Nye Thompson is a London-based artist, whose technology driven creativity stems from her expertise of 20+ years in the commercial software industry. Having belonged to the Young British Artists era of fine art education at Goldsmiths, University of London, Nye left the art world straight after her graduation and delved deep into the online net of the freshly weaved World Wide Web. In her software design career, the artist was mostly drawn to the models of big data examination and human-computer interaction (HCI). Her critical eye, an integral part of her artistic body of work, guided her practice-based research back to the studio and further fine art education at London Metropolitan University.
Continually questioning through her artistic work what it means to be a human in the digital age and what it means to be a machine as well, Nye Thompson, as one of the shortlisted Lumen Prize artists, presented INSULAE in 2019 at the Barbican Centre in London. The work was a virtual tour of a camera’s gaze into the waters just off the British coast, an act of border surveillance, a search for islander’s identity, a lonely gaze through the machine’s optics. Nye creates well-trained systems, which traverse the virtual world, obediently coming back after their ‘cyber catch’, with fresh material for the artist to dissect. For example, Backdoored (2016 – 2018) was a performative exploration of security cameras around the globe, whose peek into unsecured self-surveillance is available for anyone to browse through online. As shocking as the reality is in itself, so was the content of this work and in the end, it met with an international government complaint.
To explore the contemporary power of imagery, an artist must know how to switch between paint and pixel, exchange canvas for the screen, immersing in the virtual reality of the ‘poor image’ [1]. Machines make humans see the invisible, while man sees what machine cannot. HCI is not a one way talk but an inherently reciprocal relationship. Once constructed by a human, machines now construct the contemporary man. Algorithmic control over online matter, with a machine as its often-sole interpreter, shapes us as vulnerable utterers.
Through this extensive exploration of the contemporary surveillance systems, Nye laid the ground for The Seeker as the next stage. ‘Demiurge AI’, as the artist calls this work, also gathers material from surveillance cameras spread around the world, but it does more than its precedents. The work’s name refers to Ptah-Seker, a god of Ancient Egypt, who created the world by labelling his visions with words. Having taken on the role of an analyst, The Seeker classifies the visual input captured by surveillance cameras, expressing images in words. Such an analytical ability acquired by machines is the base for the Internet’s functioning and its efficiently exploited framework for financial profits. The work, thus, is an investigation into the machinic gaze and its underlying power dynamics. Quite early in the process, the artist has realised how illusionary the machine’s seeing is. For The Seeker, images from daily life would often appear as battleships or torpedoes, but, at the same time, night scenes would be most romantically read by the decoding machine as Stars, Solar Systems, Outer Space or Universe.

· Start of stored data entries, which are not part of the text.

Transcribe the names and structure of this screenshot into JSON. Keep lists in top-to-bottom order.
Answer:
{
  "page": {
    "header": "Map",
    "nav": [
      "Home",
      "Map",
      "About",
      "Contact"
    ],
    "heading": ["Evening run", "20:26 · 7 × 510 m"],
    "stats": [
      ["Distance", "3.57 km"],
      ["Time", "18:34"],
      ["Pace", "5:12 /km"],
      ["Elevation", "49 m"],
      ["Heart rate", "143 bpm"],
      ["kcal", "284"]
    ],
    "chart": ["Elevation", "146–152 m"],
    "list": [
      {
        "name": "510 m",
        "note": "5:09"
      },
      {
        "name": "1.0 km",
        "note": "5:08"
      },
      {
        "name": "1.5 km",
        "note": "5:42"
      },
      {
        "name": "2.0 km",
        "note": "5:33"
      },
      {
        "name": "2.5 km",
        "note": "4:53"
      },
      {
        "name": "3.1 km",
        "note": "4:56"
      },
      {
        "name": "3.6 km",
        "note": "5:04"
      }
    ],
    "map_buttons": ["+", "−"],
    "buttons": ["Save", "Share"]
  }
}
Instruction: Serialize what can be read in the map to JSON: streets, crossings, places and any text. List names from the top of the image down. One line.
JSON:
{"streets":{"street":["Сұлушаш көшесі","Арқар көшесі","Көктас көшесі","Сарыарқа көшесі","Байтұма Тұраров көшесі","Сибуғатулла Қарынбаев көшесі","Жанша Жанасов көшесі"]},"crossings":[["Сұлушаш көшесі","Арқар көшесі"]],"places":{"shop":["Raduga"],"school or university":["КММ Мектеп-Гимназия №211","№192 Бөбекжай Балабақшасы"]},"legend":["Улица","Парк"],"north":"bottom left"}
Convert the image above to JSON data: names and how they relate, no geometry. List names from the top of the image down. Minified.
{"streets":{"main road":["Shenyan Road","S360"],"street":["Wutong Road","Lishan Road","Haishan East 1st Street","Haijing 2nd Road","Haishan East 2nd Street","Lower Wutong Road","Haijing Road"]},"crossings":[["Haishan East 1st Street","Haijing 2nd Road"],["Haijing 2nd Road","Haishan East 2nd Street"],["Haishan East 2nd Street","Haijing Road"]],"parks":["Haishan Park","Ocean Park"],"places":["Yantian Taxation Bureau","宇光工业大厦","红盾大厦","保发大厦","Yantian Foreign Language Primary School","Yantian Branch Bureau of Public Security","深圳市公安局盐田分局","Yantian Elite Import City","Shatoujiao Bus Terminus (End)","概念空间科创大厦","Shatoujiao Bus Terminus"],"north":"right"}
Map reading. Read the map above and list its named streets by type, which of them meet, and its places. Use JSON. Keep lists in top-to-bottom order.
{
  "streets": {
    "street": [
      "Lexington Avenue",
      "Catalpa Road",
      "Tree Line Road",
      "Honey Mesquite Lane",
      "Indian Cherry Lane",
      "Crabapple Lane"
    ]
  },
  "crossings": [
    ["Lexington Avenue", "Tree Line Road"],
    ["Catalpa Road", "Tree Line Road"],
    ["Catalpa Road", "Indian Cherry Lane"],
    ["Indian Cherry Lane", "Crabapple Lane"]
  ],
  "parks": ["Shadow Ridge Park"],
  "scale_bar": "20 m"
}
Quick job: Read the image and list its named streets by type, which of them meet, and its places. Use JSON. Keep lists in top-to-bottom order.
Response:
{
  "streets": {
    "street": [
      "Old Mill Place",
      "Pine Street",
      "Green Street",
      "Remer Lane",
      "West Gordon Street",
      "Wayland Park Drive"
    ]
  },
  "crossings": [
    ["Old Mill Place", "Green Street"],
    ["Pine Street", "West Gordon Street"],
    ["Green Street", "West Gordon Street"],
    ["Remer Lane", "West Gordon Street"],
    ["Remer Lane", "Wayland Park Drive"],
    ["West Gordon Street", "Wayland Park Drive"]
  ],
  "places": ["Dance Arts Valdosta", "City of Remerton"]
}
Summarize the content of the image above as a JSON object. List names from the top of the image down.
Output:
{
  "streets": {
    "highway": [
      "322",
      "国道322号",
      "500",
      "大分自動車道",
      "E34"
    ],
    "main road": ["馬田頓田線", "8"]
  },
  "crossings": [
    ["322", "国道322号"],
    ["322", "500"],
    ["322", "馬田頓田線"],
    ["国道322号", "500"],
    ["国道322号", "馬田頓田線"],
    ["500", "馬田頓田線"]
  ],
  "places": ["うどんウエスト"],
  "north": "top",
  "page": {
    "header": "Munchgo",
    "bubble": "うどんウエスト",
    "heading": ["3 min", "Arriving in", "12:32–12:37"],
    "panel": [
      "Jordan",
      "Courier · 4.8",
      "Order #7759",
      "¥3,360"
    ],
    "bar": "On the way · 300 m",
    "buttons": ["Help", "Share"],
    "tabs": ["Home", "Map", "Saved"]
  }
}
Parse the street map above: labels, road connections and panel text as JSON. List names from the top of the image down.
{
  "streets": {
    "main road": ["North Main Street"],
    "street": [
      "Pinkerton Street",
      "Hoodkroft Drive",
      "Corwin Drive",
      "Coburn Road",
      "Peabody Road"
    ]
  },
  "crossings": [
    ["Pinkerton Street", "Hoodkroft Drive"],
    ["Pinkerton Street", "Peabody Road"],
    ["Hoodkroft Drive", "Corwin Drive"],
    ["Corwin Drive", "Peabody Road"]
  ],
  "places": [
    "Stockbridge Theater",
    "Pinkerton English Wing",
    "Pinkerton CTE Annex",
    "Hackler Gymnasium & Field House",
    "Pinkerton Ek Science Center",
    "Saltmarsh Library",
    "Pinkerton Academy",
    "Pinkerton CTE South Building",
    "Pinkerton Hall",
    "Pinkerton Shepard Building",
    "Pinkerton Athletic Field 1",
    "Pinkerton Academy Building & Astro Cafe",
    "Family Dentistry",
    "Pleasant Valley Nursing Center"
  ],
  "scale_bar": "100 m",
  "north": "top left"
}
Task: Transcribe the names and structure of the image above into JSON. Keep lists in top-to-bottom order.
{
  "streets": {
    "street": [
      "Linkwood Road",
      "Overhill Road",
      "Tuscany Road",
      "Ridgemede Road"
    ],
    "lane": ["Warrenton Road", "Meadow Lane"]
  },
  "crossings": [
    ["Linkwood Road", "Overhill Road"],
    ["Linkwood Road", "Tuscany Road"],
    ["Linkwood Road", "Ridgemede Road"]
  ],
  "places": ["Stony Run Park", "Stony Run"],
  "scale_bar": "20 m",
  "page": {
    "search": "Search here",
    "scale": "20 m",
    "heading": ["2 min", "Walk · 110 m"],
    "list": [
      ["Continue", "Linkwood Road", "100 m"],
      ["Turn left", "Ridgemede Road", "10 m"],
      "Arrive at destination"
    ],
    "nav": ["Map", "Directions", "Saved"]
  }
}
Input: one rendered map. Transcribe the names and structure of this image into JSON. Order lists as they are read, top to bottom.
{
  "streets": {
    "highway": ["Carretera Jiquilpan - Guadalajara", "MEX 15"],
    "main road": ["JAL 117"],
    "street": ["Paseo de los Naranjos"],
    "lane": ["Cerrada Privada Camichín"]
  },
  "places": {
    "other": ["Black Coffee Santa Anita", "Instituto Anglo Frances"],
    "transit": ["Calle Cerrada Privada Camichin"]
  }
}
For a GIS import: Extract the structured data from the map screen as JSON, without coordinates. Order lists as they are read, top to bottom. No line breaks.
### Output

From one point of view, The Seeker is a performance of a romance, a poetic porn, an ephemeral encounter, of two machines touching each other. Nye puts on display this intimate moment, in which human presence is of no one’s desire. The scene of a machine watching another machine watching is filled with feelings of inanimate affectivity. The Seeker stages the emotional life of a world, in which the human is missing. Shown as an interactive installation at Watermans Gallery, London in 2019, The Seeker evolved into CKRBT, an embodied entity with mirror surfaces as its skin, surveillance cameras as its eyes, and the Amazon Cloud and its brain. In the end, our feelings or thoughts are not mine or yours. The mind is just a reflection of the unconscious psychic powers, which drive our worldly physicality. As man’s mind is like a mirror, so does the CKRBT’s thinking happen outside of its body, being processed on the other side of the world in Amazon Cloud servers.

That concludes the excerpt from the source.